### TASK TO COMPLETE
With every line kept intact, print the entries that appear below.

### THE INPUT
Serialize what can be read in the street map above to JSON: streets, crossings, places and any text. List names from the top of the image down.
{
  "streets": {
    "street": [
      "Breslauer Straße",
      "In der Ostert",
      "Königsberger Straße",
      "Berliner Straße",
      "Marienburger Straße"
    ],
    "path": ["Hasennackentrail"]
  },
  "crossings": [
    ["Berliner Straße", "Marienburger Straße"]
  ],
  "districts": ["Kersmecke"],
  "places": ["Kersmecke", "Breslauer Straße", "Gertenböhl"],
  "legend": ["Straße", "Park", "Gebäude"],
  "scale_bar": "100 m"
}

### RESULT OF THIS EXERCISE
Serialize what can be read in the street map above to JSON: streets, crossings, places and any text. List names from the top of the image down.
{
  "streets": {
    "street": [
      "Breslauer Straße",
      "In der Ostert",
      "Königsberger Straße",
      "Berliner Straße",
      "Marienburger Straße"
    ],
    "path": ["Hasennackentrail"]
  },
  "crossings": [
    ["Berliner Straße", "Marienburger Straße"]
  ],
  "districts": ["Kersmecke"],
  "places": ["Kersmecke", "Breslauer Straße", "Gertenböhl"],
  "legend": ["Straße", "Park", "Gebäude"],
  "scale_bar": "100 m"
}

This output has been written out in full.